Seldon esitò, poi proseguì: «Forse per ultimare i calcoli sarebbe necessario troppo tempo, anche disponendo di un computer grande quanto l’universo che operasse a velocità iperspaziali. Così, una volta avuta la risposta, gli anni trascorsi nel frattempo avrebbero modificato la situazione in modo macroscopico e la risposta non avrebbe più alcun senso».
«Perché il procedimento non può essere semplificato?» chiese Cleon brusco.
«Vostra maestà imperiale...» Seldon si rese conto che Cleon diventava sempre più freddo via via che le risposte gli riuscivano meno gradite, quindi reagì assumendo a sua volta un atteggiamento più formale. «Pensate a come gli scienziati si sono accostati allo studio delle particelle subatomiche. Abbiamo a che fare con quantità enormi di queste particelle, e ognuna si muove o vibra in maniera casuale e imprevedibile, ma tale caos possiede un ordine di base, per cui ecco che siamo in grado di elaborare una meccanica quantistica che risponde ai quesiti che possiamo formulare. Studiando la società, mettiamo gli esseri umani al posto delle particelle subatomiche, ma in tal caso subentra il fattore aggiuntivo della mente umana. Le particelle si muovono senza pensare, alla cieca, gli esseri umani no. Prendendo in considerazione i vari atteggiamenti mentali e gli impulsi, le cose si complicano a tal punto che manca il tempo materiale di tener conto di tutti questi elementi.»
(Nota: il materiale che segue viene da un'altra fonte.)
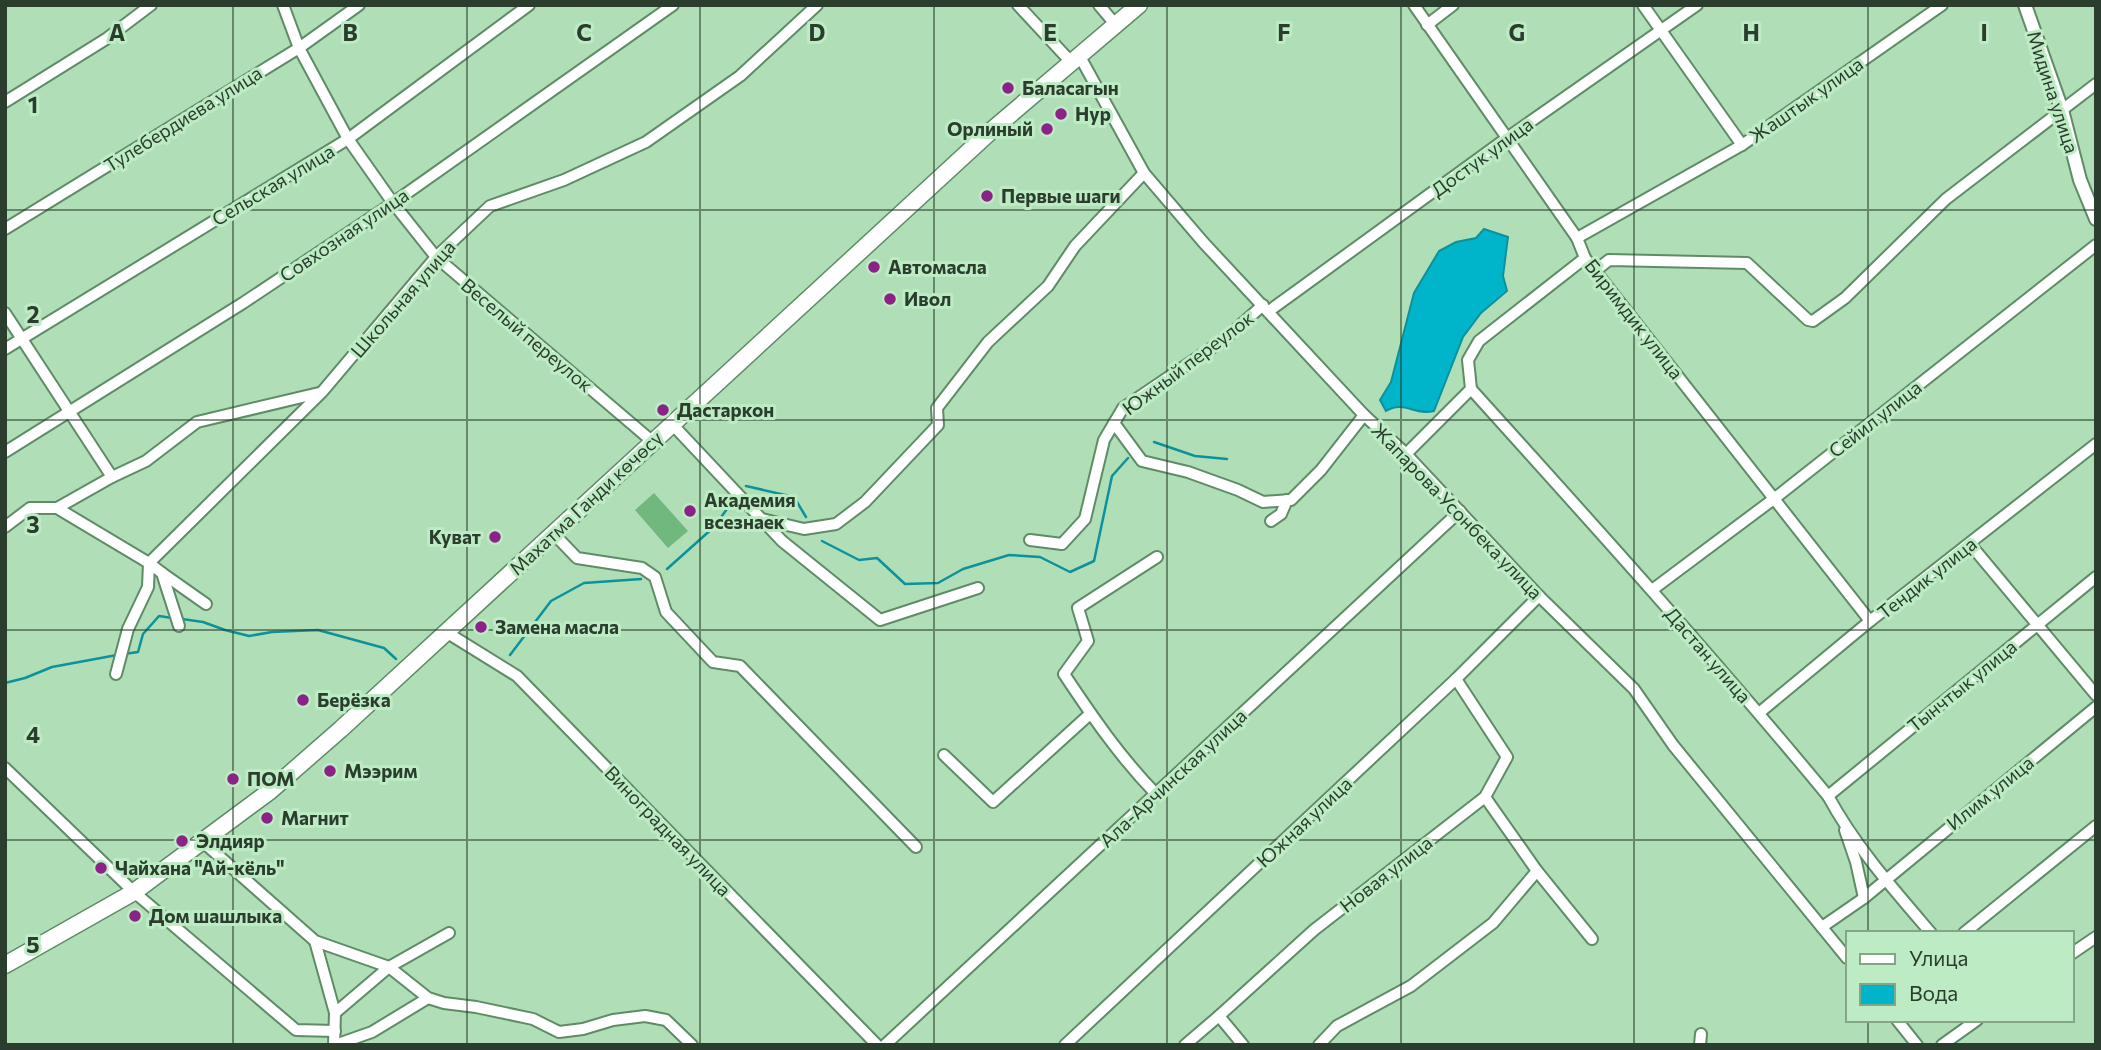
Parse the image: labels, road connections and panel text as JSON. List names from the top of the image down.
{
  "streets": {
    "main road": ["Махатма Ганди көчөсү"],
    "street": [
      "Мидина улица",
      "Жаштык улица",
      "Тулебердиева улица",
      "Достук улица",
      "Сельская улица",
      "Совхозная улица",
      "Школьная улица",
      "Биримдик улица",
      "Веселый переулок",
      "Южный переулок",
      "Сейил улица",
      "Жапарова Усонбека улица",
      "Тендик улица",
      "Дастан улица",
      "Тынчтык улица",
      "Ала-Арчинская улица",
      "Илим улица",
      "Южная улица",
      "Виноградная улица",
      "Новая улица"
    ]
  },
  "crossings": [
    ["Жаштык улица", "Достук улица"],
    ["Тулебердиева улица", "Веселый переулок"],
    ["Достук улица", "Биримдик улица"],
    ["Достук улица", "Южный переулок"],
    ["Достук улица", "Жапарова Усонбека улица"],
    ["Сельская улица", "Веселый переулок"],
    ["Совхозная улица", "Веселый переулок"],
    ["Школьная улица", "Веселый переулок"],
    ["Биримдик улица", "Сейил улица"],
    ["Биримдик улица", "Тендик улица"],
    ["Веселый переулок", "Махатма Ганди көчөсү"],
    ["Южный переулок", "Жапарова Усонбека улица"],
    ["Сейил улица", "Дастан улица"],
    ["Махатма Ганди көчөсү", "Жапарова Усонбека улица"],
    ["Махатма Ганди көчөсү", "Виноградная улица"],
    ["Жапарова Усонбека улица", "Ала-Арчинская улица"],
    ["Жапарова Усонбека улица", "Илим улица"],
    ["Жапарова Усонбека улица", "Южная улица"],
    ["Тендик улица", "Дастан улица"],
    ["Дастан улица", "Тынчтык улица"],
    ["Дастан улица", "Илим улица"],
    ["Южная улица", "Новая улица"]
  ],
  "places": [
    "Баласагын",
    "Нур",
    "Орлиный",
    "Первые шаги",
    "Автомасла",
    "Ивол",
    "Дастаркон",
    "Академия всезнаек",
    "Куват",
    "Замена масла",
    "Берёзка",
    "Мээрим",
    "ПОМ",
    "Магнит",
    "Элдияр",
    "Чайхана \"Ай-кёль\"",
    "Дом шашлыка"
  ],
  "legend": ["Улица", "Вода"],
  "grid": {
    "columns": [
      "A",
      "B",
      "C",
      "D",
      "E",
      "F",
      "G",
      "H",
      "I"
    ],
    "rows": [
      "1",
      "2",
      "3",
      "4",
      "5"
    ]
  }
}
«Può darsi che la mente, come il movimento alla cieca, abbia un ordine di base, no?»
«Forse. La mia analisi parte dal presupposto che alla base di tutto debba esserci un ordine particolare, per quanto un fenomeno possa apparire caotico, ma non offre la minima traccia che ci indichi come trovare questo ordine di base. Provate a pensare... Venticinque milioni di mondi, ognuno con cultura e caratteristiche proprie, ognuno diverso per certi aspetti dagli altri, ognuno abitato da un miliardo o più di esseri umani dotati tutti di una mente individuale... e tutti questi mondi interagiscono in modi innumerevoli, dando vita a chissà quante combinazioni! Anche se in teoria un’analisi psicostorica è possibile, è assai poco probabile che possa essere tradotta in pratica.»
«Cosa significa “psicostorica”?»
«Chiamo “psicostoria” l’esame teorico delle probabilità relative al futuro.»
L’imperatore si alzò di colpo, raggiunse l’estremità opposta della stanza, si girò, tornò indietro e si fermò di fronte a Seldon, che sedeva immobile.
«Si alzi!» ordinò.
Seldon obbedì e fissò dal basso il sovrano, più alto di lui, sforzandosi affinché il suo sguardo non vacillasse.
«Questa sua psicostoria...» disse infine Cleon «se fosse possibile trovare un’applicazione pratica sarebbe di grande utilità, vero?»
«Di enorme utilità, è evidente. Sapere cosa ha in serbo il futuro, anche in modo generico e probabilistico, sarebbe una nuova meravigliosa guida per le nostre azioni, uno strumento senza precedenti per l’umanità. Ma naturalmente...» Seldon si interruppe.
«Ebbene?» sbottò Cleon impaziente.
«Ecco, mi pare che, escludendo alcune figure chiave responsabili delle grandi decisioni, i risultati dell’analisi psicostorica dovrebbero rimanere sconosciuti al pubblico.»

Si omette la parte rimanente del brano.